[Data items]
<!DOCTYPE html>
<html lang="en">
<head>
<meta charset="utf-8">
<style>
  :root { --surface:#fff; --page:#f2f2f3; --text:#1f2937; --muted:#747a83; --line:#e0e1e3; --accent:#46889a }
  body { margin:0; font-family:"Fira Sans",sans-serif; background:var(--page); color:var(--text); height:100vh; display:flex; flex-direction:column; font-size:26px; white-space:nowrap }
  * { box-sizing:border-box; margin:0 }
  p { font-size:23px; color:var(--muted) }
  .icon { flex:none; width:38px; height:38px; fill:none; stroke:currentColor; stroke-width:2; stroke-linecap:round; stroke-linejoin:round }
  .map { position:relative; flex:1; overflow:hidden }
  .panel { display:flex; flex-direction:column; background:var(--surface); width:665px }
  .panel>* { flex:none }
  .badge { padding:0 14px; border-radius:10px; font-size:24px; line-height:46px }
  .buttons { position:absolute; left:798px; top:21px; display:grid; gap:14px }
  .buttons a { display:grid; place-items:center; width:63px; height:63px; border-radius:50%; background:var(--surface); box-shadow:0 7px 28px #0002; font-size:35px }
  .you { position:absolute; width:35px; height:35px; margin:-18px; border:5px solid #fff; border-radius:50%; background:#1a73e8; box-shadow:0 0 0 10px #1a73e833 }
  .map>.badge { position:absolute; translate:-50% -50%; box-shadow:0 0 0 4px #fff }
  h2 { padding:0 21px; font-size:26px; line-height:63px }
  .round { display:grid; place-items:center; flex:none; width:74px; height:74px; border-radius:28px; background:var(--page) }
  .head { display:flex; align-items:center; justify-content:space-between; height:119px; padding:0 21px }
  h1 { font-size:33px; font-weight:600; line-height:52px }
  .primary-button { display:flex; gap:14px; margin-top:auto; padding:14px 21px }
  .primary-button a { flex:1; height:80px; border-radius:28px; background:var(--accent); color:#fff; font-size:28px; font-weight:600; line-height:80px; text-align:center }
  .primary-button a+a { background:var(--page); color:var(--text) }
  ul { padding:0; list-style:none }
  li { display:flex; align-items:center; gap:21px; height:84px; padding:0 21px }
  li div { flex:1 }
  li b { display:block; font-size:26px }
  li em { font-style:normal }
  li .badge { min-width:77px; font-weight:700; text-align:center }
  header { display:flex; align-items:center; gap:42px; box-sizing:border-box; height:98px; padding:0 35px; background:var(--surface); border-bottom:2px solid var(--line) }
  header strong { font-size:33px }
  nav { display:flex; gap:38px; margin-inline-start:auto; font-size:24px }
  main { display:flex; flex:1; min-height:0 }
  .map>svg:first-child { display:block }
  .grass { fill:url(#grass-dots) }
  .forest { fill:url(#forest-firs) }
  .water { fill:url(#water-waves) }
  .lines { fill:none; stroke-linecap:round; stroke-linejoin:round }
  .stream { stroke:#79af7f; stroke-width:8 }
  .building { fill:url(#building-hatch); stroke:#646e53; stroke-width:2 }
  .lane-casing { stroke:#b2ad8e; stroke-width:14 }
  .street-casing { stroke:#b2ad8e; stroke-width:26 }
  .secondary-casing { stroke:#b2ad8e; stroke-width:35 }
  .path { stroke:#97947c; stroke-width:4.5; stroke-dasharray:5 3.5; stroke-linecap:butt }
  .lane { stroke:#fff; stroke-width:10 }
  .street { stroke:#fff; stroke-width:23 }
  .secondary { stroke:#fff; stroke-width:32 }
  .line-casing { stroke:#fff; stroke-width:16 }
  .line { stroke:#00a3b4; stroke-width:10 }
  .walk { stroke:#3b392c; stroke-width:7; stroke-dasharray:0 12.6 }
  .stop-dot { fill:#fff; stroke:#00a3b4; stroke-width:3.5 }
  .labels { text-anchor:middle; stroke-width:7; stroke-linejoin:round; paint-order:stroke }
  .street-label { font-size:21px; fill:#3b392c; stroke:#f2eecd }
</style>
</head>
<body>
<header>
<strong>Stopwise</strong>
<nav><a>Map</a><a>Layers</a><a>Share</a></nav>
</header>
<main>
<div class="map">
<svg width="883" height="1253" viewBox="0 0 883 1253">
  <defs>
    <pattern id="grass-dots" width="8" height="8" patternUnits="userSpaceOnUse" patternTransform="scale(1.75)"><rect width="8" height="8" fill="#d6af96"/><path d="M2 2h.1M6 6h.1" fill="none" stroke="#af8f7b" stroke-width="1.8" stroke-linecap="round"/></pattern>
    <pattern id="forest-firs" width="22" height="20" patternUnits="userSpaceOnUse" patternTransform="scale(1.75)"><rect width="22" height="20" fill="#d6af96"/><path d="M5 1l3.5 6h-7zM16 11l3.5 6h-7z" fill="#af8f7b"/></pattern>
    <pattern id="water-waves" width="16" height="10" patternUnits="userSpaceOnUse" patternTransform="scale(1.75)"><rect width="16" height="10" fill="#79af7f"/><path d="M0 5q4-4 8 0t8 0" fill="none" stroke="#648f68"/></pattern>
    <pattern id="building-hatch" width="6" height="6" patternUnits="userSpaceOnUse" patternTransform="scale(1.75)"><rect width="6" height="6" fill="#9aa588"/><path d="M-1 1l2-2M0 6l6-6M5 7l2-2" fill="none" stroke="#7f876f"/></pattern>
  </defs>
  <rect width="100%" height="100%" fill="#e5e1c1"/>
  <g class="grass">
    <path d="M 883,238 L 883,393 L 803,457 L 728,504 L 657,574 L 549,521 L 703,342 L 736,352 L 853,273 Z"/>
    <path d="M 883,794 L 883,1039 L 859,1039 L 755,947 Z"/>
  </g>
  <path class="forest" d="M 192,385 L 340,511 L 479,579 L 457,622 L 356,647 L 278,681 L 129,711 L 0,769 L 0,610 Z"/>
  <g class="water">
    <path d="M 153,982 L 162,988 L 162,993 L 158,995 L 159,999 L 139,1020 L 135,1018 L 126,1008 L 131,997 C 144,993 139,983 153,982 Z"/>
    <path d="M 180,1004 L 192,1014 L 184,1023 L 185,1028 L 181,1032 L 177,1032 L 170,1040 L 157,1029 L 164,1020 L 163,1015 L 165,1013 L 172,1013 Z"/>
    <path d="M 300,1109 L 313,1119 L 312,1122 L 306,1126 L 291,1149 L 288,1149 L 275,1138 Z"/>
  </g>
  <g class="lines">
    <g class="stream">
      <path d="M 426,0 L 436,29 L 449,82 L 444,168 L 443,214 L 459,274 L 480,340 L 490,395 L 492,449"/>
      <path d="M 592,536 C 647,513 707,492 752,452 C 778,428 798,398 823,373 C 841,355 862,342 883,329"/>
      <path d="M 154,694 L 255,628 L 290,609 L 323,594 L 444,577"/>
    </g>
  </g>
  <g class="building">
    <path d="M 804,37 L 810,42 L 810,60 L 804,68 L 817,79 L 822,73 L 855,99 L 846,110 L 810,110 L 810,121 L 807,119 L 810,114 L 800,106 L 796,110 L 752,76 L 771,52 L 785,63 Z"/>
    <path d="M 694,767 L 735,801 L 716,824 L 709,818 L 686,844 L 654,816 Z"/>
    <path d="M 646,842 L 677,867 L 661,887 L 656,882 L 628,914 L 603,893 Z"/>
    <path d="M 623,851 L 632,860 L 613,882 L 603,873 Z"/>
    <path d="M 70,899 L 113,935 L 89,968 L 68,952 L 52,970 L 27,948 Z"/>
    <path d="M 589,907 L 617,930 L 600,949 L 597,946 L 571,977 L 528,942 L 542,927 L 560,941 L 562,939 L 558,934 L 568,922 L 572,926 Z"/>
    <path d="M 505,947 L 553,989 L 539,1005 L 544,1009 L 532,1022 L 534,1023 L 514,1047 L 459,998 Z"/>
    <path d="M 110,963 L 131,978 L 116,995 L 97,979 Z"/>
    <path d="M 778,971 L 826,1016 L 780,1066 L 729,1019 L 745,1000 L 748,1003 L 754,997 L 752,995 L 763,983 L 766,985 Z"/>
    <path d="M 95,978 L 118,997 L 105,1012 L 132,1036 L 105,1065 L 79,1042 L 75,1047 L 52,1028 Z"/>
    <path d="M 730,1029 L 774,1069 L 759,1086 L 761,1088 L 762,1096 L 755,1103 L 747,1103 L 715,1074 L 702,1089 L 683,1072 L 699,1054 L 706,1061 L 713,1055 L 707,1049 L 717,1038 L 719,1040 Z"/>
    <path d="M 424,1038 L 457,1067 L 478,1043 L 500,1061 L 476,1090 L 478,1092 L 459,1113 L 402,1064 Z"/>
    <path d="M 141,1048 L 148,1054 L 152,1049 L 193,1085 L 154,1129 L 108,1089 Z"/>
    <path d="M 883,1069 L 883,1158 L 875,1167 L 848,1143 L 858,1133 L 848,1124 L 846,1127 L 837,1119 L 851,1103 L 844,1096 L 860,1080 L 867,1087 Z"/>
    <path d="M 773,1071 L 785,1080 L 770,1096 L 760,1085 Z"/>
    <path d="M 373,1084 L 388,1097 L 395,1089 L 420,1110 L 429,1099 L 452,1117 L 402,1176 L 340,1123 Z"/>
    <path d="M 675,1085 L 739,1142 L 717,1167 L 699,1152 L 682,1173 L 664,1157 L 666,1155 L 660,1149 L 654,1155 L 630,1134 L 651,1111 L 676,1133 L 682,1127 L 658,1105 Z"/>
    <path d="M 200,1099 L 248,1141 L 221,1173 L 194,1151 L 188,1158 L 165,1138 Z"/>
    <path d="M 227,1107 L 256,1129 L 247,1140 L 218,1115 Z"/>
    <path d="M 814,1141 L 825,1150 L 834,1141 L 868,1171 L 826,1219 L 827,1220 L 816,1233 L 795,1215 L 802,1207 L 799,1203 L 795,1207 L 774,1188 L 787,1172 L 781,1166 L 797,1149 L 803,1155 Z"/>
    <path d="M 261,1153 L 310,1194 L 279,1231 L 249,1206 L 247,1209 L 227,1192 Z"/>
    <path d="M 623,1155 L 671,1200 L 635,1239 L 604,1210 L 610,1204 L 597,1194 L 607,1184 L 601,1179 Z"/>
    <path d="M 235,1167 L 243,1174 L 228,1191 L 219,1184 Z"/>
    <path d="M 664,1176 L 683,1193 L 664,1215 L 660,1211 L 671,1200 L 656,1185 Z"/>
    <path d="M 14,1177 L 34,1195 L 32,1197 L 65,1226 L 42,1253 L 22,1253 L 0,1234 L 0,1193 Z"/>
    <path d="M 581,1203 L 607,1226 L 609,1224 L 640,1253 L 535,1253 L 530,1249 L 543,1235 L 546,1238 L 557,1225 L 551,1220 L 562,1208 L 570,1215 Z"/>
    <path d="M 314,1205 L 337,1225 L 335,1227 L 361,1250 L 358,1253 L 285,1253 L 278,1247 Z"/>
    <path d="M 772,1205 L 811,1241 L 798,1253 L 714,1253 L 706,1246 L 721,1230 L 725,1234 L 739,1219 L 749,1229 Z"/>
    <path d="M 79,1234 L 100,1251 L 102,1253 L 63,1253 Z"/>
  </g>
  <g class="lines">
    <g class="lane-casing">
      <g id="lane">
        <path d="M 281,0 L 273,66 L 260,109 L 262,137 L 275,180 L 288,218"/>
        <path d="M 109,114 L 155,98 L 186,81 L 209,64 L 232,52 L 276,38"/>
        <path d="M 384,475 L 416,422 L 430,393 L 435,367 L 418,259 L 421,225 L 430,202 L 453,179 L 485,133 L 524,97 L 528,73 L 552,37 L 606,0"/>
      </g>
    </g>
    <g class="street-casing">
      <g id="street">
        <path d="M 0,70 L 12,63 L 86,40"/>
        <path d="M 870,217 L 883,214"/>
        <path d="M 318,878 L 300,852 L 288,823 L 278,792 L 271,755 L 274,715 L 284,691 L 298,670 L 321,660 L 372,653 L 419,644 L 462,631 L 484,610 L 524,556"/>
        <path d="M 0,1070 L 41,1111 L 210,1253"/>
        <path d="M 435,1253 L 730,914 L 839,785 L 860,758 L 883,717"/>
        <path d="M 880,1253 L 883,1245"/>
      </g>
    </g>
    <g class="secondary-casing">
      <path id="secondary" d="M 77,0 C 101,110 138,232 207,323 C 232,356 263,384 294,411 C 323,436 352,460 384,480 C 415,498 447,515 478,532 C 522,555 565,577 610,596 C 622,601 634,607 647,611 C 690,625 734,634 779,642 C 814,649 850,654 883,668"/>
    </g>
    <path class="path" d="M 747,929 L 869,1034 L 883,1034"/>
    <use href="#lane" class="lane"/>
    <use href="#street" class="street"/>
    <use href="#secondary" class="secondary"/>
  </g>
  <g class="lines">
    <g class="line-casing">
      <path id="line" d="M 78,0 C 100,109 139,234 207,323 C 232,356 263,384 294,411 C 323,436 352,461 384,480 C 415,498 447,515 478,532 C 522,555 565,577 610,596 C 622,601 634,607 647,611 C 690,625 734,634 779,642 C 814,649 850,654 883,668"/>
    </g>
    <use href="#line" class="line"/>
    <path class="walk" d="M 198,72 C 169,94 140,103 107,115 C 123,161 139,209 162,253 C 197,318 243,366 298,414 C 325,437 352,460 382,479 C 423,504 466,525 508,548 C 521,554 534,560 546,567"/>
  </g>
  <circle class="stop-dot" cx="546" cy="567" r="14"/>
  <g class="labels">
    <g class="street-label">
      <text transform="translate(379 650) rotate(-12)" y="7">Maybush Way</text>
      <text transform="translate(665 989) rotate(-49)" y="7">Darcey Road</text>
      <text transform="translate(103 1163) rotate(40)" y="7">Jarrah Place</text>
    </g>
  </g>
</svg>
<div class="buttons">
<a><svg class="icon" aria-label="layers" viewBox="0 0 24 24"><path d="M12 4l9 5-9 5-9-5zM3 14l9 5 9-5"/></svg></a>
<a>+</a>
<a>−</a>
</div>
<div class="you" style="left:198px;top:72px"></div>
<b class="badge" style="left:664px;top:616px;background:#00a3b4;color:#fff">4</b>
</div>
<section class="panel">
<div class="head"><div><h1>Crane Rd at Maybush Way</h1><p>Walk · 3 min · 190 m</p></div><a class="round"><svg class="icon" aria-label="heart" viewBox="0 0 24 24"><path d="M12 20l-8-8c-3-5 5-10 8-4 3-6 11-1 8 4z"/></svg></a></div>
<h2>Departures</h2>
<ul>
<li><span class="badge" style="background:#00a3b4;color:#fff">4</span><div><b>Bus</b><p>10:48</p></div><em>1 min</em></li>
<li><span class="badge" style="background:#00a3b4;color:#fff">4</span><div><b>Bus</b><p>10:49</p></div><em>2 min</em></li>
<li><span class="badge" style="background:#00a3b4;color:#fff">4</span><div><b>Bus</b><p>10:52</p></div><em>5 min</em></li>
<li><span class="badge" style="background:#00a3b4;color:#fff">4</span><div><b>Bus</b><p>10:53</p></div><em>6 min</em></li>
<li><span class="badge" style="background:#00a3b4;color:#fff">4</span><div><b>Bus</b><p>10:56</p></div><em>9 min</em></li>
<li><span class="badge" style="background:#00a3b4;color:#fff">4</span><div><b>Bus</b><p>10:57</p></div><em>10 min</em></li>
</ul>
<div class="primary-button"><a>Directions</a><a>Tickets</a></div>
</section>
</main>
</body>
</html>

**DIRECTIONS**:
A bare number is the whole answer: how many lines in the entries contain "column"?

**TASK RESULT**:
2